I relive every moment. Every second that I spent laughing, talking, arguing, and walking alongside you, lying next to you in complete silence. No word uttered from the other's lips, merely enjoying the presence of the other. 

I would miss how we would walk around campus with music from my phone playing in the background, against the deafening silence of the night. Talking about random stuff and how each other's day went before sinking back into comfortable silence, lost in our own thoughts but not forgetting about the one beside us.

I would miss how we laugh at the crudest things and find something funny in almost anything. How we laugh like idiots on the sidewalk and ignore the looks shot our way for we were too darn happy to care what they think. I would miss your jokes, the expectant face and excited tone that came with it.

I would miss every tick of the hand, every drop of rain, every turn of the page... anything that would remind me of those times we spent in the library enveloped in the scent of paper and newly washed floors. Us sitting comfortably side by side or across each other, our attention on the books in our hands. 

I would miss you reading to me. Telling me stories of a life I never once knew. Sharing with me things you never would to anyone. Letting me in, letting me be a part of you. Trusting me. I would miss how you wrote about your feelings. How you would tell me it's utter trash and I would dissuade you from throwing it away. How you would be so happy to tell me you wrote something new. 

I would miss the times we spend in your car laughing at jokes on the radio or listening to your playlist. How we spend our time together when stuck in traffic. How we try to find a new place where we can go to and try out for the day. 

I would miss our long chats at a local cafe with me taking brewed coffee while you going for the frappe. I would make myself comfortable in my plushed chair, being lulled to sleep by the blanket on my lap and the warmth emanating from your body as you sit closely next to me. You wouldn't wake me until you're done with your drink, teasing me mercilessly for having fallen asleep again. 

I would miss waiting for you after class or our lunches. How you would complain and I would listen. How I would complain and you comment. How you would raise a really controversial topic, launching us both into a heated debate over chicken and Cola.

I would miss you asking me to accompany you for an errand or asking me for pieces of advice despite me not being well knowledgeable about the topic.

I would miss giving you cards, small gifts, or bars of chocolate. And I would miss getting some from you too with an added grin on your face like you've done the grandest thing in the world. I would miss surprising you with cake and a song number, which I would still pull through despite you telling me not to for I make the gods cry.

I would miss the countless hours we spend at the laboratory.
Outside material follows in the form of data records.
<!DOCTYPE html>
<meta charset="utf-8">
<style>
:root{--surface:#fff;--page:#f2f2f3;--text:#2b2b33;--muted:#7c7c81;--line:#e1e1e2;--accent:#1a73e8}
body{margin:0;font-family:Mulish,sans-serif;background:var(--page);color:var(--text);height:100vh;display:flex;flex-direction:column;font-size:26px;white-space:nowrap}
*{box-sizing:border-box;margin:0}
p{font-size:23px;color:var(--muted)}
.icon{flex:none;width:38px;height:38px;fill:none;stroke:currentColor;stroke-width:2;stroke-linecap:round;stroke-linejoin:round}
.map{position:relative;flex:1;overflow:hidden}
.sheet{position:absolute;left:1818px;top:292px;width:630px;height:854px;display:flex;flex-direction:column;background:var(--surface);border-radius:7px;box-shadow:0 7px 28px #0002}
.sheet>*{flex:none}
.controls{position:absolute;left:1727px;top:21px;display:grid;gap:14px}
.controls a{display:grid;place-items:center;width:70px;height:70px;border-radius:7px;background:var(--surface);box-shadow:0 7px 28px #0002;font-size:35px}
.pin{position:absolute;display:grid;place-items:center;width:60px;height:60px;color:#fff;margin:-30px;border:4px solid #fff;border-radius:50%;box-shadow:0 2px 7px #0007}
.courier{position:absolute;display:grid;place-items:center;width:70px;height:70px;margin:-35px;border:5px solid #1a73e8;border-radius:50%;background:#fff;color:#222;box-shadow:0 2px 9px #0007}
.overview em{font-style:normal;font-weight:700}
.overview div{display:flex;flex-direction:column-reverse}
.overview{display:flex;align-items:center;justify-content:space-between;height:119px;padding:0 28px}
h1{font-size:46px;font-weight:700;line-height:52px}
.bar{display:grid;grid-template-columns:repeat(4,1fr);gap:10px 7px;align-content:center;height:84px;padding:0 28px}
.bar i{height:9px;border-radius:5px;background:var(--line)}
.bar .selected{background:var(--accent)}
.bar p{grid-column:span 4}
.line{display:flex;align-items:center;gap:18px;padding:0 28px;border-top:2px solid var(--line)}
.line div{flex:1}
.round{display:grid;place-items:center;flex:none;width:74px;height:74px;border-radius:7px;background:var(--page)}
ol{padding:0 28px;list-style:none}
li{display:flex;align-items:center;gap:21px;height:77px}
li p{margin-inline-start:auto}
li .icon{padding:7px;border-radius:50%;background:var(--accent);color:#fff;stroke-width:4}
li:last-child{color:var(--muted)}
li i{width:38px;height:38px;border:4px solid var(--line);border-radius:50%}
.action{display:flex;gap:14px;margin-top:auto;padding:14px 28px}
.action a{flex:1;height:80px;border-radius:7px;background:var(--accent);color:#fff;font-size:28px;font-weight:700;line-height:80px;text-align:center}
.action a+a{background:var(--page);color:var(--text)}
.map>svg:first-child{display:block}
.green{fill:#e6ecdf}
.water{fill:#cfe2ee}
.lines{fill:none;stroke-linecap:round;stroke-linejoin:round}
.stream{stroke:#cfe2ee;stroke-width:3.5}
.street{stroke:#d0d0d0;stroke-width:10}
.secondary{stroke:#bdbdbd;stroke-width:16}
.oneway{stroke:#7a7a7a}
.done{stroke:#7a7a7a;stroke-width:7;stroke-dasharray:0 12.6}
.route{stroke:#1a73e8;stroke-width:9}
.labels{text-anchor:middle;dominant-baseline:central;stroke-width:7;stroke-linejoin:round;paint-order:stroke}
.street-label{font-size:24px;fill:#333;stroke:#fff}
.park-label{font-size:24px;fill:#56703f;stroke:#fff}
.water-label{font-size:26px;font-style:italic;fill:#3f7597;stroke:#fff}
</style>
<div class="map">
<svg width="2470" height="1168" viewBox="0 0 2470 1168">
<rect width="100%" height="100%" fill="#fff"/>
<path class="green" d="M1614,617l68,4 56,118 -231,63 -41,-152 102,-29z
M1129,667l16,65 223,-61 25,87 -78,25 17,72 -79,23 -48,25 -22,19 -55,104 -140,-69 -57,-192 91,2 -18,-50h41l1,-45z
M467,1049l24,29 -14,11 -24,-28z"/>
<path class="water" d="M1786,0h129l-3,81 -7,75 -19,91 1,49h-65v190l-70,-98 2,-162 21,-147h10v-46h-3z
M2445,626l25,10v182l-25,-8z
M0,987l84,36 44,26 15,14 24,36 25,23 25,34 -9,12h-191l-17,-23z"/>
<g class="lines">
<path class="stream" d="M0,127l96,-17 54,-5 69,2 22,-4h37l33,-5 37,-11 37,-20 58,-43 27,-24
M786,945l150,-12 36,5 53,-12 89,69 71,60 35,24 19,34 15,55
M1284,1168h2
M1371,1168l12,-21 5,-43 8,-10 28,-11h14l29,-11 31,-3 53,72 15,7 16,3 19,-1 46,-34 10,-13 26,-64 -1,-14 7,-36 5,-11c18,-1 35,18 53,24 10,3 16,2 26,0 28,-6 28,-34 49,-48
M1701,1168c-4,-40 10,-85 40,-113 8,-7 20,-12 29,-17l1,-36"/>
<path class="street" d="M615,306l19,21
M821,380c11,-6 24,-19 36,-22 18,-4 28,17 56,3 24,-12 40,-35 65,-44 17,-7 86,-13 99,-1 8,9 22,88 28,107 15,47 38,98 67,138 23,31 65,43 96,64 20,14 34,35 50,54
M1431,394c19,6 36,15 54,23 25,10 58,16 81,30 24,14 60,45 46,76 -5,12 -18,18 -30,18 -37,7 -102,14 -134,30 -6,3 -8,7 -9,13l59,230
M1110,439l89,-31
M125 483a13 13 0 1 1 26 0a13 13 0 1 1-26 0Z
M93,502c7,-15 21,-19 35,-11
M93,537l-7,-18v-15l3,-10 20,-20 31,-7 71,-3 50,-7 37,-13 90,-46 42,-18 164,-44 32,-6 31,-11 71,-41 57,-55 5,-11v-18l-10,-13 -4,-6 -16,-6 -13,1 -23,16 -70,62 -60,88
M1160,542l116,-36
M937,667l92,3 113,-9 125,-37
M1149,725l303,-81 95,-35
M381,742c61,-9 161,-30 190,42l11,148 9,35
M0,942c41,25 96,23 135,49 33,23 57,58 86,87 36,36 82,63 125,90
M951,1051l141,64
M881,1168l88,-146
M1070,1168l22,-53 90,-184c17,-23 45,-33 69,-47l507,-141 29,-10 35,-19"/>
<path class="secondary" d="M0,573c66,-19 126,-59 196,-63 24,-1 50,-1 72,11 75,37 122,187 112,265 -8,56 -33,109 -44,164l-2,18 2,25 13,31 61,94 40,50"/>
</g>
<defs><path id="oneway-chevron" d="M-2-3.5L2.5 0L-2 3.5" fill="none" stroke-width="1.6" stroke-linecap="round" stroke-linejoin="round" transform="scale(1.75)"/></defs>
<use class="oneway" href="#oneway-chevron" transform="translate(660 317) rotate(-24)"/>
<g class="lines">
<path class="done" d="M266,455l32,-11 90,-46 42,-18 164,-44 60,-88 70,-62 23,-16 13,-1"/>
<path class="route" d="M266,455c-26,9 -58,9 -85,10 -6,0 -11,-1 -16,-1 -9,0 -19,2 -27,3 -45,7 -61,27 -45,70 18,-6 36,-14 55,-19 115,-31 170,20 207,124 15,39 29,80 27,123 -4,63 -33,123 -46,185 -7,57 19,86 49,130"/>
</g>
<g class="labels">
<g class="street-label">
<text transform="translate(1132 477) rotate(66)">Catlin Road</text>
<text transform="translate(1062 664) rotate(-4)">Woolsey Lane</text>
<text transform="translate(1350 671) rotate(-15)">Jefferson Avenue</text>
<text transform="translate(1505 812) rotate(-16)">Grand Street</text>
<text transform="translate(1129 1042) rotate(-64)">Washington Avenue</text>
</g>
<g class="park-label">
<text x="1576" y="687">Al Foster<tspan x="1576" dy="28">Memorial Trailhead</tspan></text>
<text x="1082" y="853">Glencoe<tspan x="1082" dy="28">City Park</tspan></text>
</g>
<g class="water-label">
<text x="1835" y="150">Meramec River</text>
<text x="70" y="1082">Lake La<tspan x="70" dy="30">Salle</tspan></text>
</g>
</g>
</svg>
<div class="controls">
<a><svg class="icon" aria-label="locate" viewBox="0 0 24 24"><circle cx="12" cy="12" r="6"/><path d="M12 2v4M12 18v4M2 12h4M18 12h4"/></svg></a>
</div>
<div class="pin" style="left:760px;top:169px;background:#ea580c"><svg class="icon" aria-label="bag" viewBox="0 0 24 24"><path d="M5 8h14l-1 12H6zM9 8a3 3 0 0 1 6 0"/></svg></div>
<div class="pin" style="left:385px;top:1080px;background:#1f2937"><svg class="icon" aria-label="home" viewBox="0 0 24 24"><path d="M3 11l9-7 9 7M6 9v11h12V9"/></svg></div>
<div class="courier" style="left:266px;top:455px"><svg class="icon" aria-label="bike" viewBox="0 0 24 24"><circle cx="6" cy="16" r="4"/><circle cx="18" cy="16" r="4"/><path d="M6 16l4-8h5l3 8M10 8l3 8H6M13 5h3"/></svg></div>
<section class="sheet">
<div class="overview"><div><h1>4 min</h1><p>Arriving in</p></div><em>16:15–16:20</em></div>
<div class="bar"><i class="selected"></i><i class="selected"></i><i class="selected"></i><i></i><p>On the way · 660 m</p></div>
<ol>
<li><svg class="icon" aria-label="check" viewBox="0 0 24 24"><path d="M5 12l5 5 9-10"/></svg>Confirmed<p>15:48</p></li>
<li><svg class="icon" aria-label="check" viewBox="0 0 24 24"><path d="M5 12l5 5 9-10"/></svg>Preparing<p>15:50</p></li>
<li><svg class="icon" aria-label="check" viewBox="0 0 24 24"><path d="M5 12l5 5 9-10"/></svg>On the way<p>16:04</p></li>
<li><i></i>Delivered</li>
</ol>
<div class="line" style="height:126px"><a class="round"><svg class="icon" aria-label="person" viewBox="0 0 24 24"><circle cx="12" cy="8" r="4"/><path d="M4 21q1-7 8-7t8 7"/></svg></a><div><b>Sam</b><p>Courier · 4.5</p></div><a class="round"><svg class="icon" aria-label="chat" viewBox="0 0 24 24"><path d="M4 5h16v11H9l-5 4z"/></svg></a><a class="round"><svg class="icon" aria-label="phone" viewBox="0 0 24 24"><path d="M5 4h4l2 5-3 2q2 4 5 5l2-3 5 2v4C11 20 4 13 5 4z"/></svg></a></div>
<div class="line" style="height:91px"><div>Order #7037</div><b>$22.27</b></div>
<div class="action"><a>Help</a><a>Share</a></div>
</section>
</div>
How we end up getting into a tickle fight, shielding our bellies with our arms, books, hands, bags, or whatever is within our reach at that present moment.

I would miss the way you held my hand and positioned the other behind my back, ushering me for a dance. I laugh nervously for I forgot how and you guided me through every step. 

I would undeniably miss you. 

And I wouldn't mind if you didn't feel the same way. You wouldn't know I felt this way. We would go our separate ways without even looking back. You would soon find someone to replace me, and I might too. Life continues and all these times we have spent with each other would be nothing but memories at the back of our minds, only to be brought to light on our next encounter.

I just hope you remember.

Just remember how it was. How we were both happy.